11. Representations and Acknowledgements. You represent and acknowledge that you have carefully read and understand the provisions of this Agreement and the incorporated General Release, that they contain the entire understanding between you and the Company and that you are not relying upon any representations or statements, written or oral, made by or on behalf of the Company or any affiliated entity, not set forth therein. You further agree that this Agreement supersedes the prior version of this Agreement dated July 7, 2014. All prior non-compete, confidentiality, intellectual property and/or restrictive covenant agreements between you and Medidata shall remain in full force and effect in accordance with their terms. You agree that this Agreement may not be modified except in a written document, signed by you and the Company.

12. Non-Admissions. This Agreement is not intended as, and should not be construed as, evidence of any wrongdoing on your part or on the part of the Company or its affiliates, or as any admission of liability under any federal, state or local law or regulation of any nature whatsoever.

13. Applicable Law. This Agreement, including the General Release, shall be construed and governed pursuant to the laws of the State of New York pertaining to contracts to be performed therein.

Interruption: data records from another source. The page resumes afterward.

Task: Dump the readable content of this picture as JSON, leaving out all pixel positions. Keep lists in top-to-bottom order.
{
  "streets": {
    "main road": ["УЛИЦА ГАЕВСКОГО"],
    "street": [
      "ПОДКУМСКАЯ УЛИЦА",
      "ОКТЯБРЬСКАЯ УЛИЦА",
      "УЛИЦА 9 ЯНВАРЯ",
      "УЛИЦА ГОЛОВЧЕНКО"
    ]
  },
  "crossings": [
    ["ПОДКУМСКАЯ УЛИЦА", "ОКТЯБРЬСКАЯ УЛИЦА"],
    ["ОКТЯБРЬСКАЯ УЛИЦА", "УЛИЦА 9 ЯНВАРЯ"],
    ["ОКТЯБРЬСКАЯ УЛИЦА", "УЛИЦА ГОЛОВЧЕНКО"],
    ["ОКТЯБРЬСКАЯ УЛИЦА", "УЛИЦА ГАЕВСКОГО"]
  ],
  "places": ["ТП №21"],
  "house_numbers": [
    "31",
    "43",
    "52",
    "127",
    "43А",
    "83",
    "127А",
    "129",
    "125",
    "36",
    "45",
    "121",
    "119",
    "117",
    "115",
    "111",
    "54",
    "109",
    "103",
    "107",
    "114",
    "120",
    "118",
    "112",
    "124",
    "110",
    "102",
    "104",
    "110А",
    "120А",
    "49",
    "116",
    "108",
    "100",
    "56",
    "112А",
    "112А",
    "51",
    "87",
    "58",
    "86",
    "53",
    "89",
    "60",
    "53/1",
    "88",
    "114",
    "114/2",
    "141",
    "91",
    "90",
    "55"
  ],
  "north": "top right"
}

14. Who is Bound. We agree that the Agreement is binding upon and will inure to the benefit of the parties and to each of its heirs, executors, administrators, trustees, representatives, successors or assigns. The promises that you have made to the Company, you agree, are also made for the benefit of its subsidiaries, affiliates, parents and all other related existing, succeeding or predecessor corporations.

You may signify your acceptance of the terms and conditions of this Agreement, including the incorporated General Release, by signing before a notary public both the enclosed copy of the Agreement and your General Release and returning them to me.

For a period of seven (7) calendar days following your execution of this Agreement, you may revoke this Agreement, and rescind your assent thereto. This Agreement shall not become effective or enforceable until seven (7) days have passed following your execution of this Agreement. The effective date of this Agreement shall be the eighth calendar day after you


 

execute this Agreement, if you have not earlier revoked it. You may revoke this Agreement only by giving written notice of revocation to the Company within the aforementioned seven (7) day period. Your revocation can be made by letter, certified mail, return receipt requested, or by facsimile (with subsequent confirmation of receipt by Medidata) to my attention at ###-###-#### and should state that you choose to revoke your prior acceptance of this Agreement.

The parties further agree and acknowledge by signing this Agreement that this document (together with the Release) constitutes the full and complete understanding between them and that no other understanding, verbal or written, exists between the parties.

Should any provision of this Agreement be held to be illegal, void or unenforceable, such provision shall be of no force and effect. However, the illegality or unenforceability of any such provision shall have no effect upon, and shall not impair the enforceability of, any other provision of this Agreement.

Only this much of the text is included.